In simple terms, PythonOperator is just an operator that will execute a python function. If there are any errors and you want the task to failed state then you need to raise an Exception inside your python callable function. In below example code, see fourth_task .

An alternative to this is to use ShortCircuitOperator . Below is the description from the Apache Airflow API reference guide :

It evaluates a condition and short-circuits the workflow if the condition is False. Any downstream tasks are marked with a state of “skipped”. If the condition is True, downstream tasks proceed as normal.

See the below sample code which explains the difference between PythonOperator and ShortCircuitOperator . Also shows how to raise Exception and change the task to failed state.

def first_task(**kwargs):
    logging.info("first_task")


def second_task(**kwargs):
    logging.info("second_task")
    return True


def third_task(**kwargs):
    logging.info("third_task")
    return False


def fourth_task(**kwargs):
    logging.info("fourth_task")
    raise Exception()


def fifth_task(**kwargs):
    logging.info("fifth_task")
    return True


def sixth_task(**kwargs):
    logging.info("sixth_task")
    return False

first_task = PythonOperator(
    task_id='first_task',
    provide_context=True,
    python_callable=first_task,
    dag=dag)
first_task_successor = DummyOperator(task_id='first_task_successor', dag=dag)
first_task_successor.set_upstream(first_task)

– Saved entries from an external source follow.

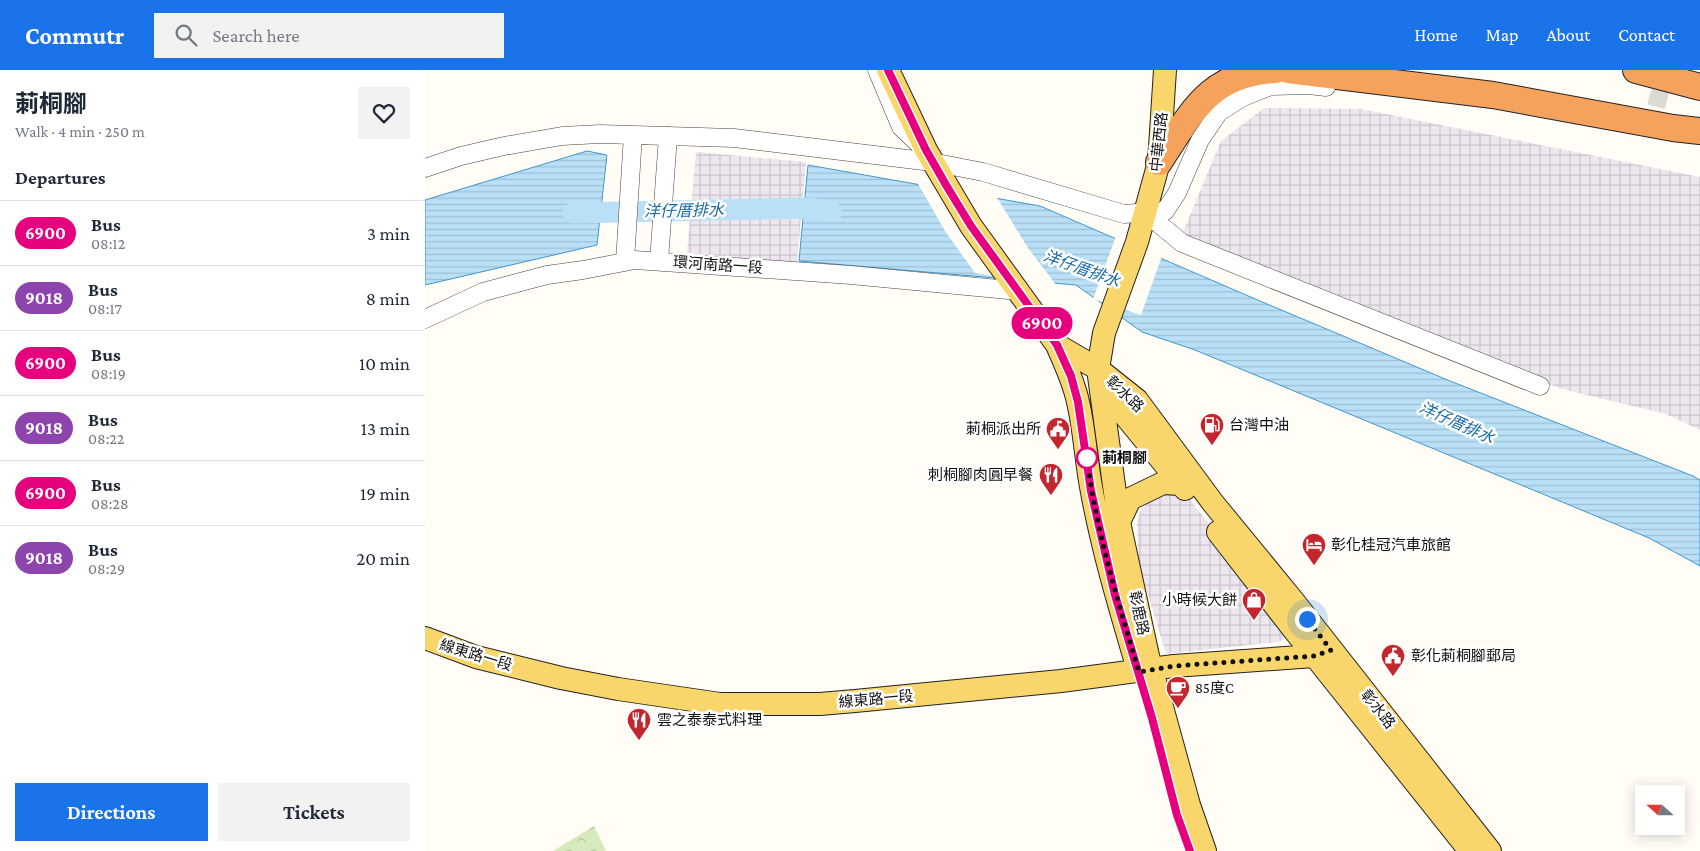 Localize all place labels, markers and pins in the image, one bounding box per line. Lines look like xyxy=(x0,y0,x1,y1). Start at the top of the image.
fuel station icon: 台灣中油 xyxy=(1199,412,1225,446)
public building icon: 莿桐派出所 xyxy=(1045,416,1071,450)
place label: 台灣中油 xyxy=(1229,417,1289,433)
place label: 莿桐派出所 xyxy=(966,421,1041,437)
marker: 莿桐腳 xyxy=(1076,447,1098,469)
place label: 莿桐腳 xyxy=(1102,450,1147,466)
restaurant icon: 刺桐腳肉圓早餐 xyxy=(1038,462,1064,496)
place label: 刺桐腳肉圓早餐 xyxy=(928,467,1033,483)
hotel icon: 彰化桂冠汽車旅館 xyxy=(1301,532,1327,566)
place label: 彰化桂冠汽車旅館 xyxy=(1331,536,1451,553)
shop icon: 小時候大餅 xyxy=(1241,587,1267,621)
place label: 小時候大餅 xyxy=(1162,592,1237,608)
public building icon: 彰化莿桐腳郵局 xyxy=(1380,643,1406,677)
place label: 彰化莿桐腳郵局 xyxy=(1411,647,1516,664)
cafe icon: 85度C xyxy=(1165,675,1191,709)
place label: 85度C xyxy=(1195,680,1234,696)
restaurant icon: 雲之泰泰式料理 xyxy=(626,707,652,741)
place label: 雲之泰泰式料理 xyxy=(657,711,762,728) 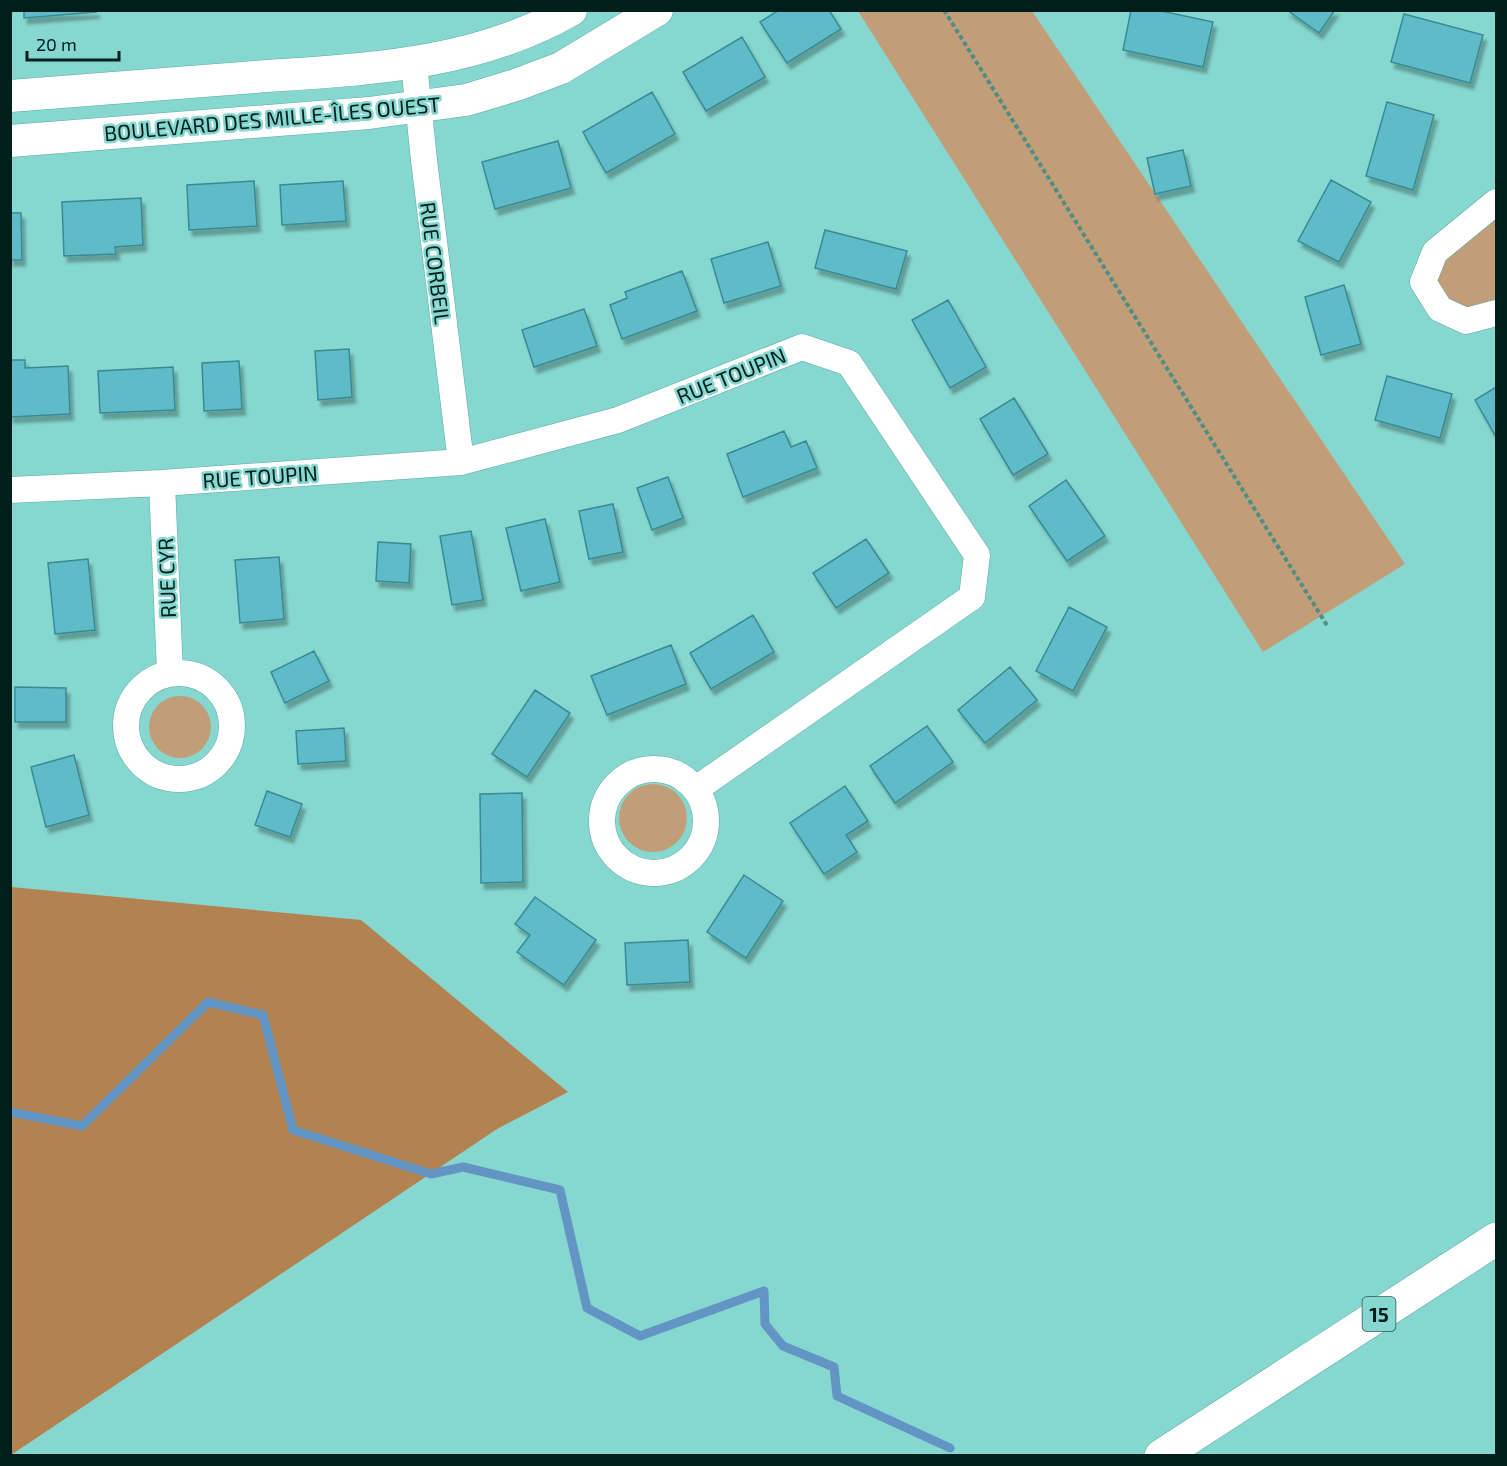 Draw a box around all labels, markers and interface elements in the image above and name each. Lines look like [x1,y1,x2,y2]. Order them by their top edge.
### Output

second_task = PythonOperator(
    task_id='second_task',
    provide_context=True,
    python_callable=second_task,
    dag=dag)
second_task_successor = DummyOperator(task_id='second_task_successor', dag=dag)
second_task_successor.set_upstream(second_task)


third_task = PythonOperator(
    task_id='third_task',
    provide_context=True,
    python_callable=third_task,
    dag=dag)
third_task_successor = DummyOperator(task_id='third_task_successor', dag=dag)
third_task_successor.set_upstream(third_task)


fourth_task = PythonOperator(
    task_id='fourth_task',
    provide_context=True,
    python_callable=fourth_task,
    dag=dag)
fourth_task_successor = DummyOperator(task_id='fourth_task_successor', dag=dag)
fourth_task_successor.set_upstream(fourth_task)


fifth_task = ShortCircuitOperator(
    task_id='fifth_task',
    provide_context=True,
    python_callable=fifth_task,
    dag=dag)
fifth_task_successor = DummyOperator(task_id='fifth_task_successor', dag=dag)
fifth_task_successor.set_upstream(fifth_task)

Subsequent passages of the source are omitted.